WHAT TO WORK ON: Could you write out the opening lines of the data, word for word, stopping after the line that contains "width:36px; height:36px; display:grid;"?

DATA TO USE:

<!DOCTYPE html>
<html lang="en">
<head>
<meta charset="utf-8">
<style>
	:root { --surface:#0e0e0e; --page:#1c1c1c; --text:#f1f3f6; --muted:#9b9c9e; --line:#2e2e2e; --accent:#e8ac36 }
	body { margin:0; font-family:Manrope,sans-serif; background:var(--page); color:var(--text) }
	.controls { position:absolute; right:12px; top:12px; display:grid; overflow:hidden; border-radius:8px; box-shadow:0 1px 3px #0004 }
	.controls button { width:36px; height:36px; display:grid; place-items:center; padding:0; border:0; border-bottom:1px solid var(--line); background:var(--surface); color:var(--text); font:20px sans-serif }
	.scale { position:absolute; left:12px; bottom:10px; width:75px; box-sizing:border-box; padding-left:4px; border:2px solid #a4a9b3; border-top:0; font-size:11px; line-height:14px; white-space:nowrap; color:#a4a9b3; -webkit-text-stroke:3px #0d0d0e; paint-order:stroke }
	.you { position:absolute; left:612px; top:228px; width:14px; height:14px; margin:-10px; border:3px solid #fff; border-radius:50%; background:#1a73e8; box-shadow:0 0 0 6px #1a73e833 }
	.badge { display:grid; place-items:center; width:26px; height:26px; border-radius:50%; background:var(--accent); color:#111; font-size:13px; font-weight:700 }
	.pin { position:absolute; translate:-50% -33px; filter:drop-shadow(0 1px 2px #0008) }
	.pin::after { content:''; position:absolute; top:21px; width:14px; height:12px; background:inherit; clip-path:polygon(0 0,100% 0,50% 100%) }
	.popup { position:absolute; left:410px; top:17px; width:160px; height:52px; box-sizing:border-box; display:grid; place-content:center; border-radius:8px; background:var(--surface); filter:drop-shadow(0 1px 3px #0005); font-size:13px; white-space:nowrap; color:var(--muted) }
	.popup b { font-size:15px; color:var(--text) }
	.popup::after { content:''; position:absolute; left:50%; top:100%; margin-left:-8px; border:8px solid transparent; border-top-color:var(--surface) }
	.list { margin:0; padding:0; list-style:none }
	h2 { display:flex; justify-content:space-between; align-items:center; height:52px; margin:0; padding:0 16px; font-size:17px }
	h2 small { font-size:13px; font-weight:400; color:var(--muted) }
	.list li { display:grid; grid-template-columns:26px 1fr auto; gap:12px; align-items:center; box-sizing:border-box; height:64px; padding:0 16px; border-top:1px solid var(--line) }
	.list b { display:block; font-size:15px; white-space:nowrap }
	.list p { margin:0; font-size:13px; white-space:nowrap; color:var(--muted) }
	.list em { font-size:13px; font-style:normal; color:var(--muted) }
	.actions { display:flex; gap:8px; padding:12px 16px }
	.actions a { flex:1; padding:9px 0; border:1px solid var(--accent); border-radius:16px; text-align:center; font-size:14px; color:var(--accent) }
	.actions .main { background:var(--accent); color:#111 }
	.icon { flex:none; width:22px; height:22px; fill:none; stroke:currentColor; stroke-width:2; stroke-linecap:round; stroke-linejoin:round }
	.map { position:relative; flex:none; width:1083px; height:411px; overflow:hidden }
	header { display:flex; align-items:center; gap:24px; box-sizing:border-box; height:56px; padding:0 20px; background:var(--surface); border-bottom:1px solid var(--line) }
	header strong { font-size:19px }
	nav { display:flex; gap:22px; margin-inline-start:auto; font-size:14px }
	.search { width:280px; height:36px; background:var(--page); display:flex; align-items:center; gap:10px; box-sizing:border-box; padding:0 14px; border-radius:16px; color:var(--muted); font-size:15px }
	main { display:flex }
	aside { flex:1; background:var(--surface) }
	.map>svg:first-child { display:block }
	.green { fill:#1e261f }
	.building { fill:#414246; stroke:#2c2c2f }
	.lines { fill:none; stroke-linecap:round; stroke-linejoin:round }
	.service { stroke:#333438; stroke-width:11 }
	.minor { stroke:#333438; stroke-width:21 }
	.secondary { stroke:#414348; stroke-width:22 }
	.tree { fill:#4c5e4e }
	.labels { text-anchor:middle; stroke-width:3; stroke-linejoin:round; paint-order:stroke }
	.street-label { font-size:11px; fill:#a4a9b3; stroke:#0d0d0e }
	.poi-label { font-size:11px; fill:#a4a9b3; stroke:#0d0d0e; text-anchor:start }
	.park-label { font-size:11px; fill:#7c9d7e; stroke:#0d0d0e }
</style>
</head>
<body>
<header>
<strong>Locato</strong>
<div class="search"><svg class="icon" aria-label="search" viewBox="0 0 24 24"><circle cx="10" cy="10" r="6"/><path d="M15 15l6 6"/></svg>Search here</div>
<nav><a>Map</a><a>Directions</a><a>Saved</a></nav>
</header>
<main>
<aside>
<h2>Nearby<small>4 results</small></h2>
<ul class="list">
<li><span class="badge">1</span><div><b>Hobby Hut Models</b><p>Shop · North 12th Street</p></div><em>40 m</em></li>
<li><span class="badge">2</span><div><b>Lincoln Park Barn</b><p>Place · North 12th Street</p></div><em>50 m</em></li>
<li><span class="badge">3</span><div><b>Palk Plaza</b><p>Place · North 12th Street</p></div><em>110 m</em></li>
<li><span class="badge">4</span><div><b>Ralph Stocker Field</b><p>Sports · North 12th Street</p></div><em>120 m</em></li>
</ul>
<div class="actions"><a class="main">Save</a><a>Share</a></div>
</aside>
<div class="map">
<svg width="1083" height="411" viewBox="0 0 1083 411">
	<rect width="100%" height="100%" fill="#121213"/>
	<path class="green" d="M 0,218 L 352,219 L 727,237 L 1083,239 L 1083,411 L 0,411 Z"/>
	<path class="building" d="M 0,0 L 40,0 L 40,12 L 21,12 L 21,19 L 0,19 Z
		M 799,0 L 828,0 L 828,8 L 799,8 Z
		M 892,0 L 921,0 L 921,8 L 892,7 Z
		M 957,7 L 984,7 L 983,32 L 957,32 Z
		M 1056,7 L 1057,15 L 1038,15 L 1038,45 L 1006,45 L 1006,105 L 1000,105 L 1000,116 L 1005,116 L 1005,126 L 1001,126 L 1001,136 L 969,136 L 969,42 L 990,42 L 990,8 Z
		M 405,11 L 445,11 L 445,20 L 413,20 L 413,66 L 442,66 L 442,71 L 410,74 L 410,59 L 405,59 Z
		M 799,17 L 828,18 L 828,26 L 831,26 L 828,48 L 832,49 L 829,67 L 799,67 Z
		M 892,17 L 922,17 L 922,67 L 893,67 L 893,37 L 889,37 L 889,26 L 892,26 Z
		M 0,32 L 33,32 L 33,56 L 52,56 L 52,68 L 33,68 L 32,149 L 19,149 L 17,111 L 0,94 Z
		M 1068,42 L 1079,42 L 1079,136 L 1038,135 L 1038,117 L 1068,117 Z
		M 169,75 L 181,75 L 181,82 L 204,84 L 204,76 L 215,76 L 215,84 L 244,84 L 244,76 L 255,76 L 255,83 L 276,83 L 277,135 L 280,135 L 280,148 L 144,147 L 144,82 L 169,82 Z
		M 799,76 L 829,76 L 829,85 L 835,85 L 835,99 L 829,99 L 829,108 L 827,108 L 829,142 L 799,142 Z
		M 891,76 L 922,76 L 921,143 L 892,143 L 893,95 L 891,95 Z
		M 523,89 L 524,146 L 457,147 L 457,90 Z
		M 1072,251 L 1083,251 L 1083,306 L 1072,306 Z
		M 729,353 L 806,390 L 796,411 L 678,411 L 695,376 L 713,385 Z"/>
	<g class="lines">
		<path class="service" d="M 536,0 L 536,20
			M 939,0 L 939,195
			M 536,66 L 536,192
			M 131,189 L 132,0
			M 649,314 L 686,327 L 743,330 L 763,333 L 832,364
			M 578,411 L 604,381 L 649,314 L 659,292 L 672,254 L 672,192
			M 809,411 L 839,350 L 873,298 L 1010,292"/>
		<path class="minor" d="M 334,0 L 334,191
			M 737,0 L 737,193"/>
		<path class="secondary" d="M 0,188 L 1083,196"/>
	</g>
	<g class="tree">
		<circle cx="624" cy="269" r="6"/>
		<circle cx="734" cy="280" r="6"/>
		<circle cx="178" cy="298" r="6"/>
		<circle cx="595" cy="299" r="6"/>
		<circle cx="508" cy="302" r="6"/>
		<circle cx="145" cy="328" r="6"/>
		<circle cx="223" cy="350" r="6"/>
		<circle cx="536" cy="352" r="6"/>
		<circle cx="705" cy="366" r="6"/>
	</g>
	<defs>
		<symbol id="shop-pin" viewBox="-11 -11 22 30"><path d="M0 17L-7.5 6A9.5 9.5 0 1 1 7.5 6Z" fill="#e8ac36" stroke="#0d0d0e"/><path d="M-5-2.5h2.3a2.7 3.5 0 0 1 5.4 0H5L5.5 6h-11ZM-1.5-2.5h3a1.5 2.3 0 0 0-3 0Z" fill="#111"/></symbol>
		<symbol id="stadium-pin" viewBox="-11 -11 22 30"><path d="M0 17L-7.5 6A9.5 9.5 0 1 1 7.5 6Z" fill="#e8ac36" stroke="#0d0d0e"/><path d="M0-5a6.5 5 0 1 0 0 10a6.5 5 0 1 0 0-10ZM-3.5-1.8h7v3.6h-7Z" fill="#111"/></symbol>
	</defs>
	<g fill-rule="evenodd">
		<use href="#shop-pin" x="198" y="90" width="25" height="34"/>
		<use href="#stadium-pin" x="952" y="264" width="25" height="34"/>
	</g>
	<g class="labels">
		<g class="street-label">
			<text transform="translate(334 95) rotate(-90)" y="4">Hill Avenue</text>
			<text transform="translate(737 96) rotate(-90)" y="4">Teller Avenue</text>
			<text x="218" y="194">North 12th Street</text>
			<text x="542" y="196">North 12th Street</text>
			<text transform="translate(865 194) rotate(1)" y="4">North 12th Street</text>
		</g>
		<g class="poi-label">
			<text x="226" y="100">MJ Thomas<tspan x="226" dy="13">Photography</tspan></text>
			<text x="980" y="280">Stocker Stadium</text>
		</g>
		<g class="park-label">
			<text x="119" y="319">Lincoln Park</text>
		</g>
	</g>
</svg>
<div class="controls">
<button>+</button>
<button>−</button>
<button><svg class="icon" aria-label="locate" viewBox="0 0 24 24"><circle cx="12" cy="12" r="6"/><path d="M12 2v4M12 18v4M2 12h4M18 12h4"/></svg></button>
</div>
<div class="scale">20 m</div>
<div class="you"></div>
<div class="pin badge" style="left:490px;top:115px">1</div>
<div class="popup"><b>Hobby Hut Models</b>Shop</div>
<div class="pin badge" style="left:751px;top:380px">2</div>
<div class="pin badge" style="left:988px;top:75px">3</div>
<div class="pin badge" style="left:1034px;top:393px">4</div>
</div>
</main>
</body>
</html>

TASK ANSWER:
<!DOCTYPE html>
<html lang="en">
<head>
<meta charset="utf-8">
<style>
	:root { --surface:#0e0e0e; --page:#1c1c1c; --text:#f1f3f6; --muted:#9b9c9e; --line:#2e2e2e; --accent:#e8ac36 }
	body { margin:0; font-family:Manrope,sans-serif; background:var(--page); color:var(--text) }
	.controls { position:absolute; right:12px; top:12px; display:grid; overflow:hidden; border-radius:8px; box-shadow:0 1px 3px #0004 }
	.controls button { width:36px; height:36px; display:grid; place-items:center; padding:0; border:0; border-bottom:1px solid var(--line); background:var(--surface); color:var(--text); font:20px sans-serif }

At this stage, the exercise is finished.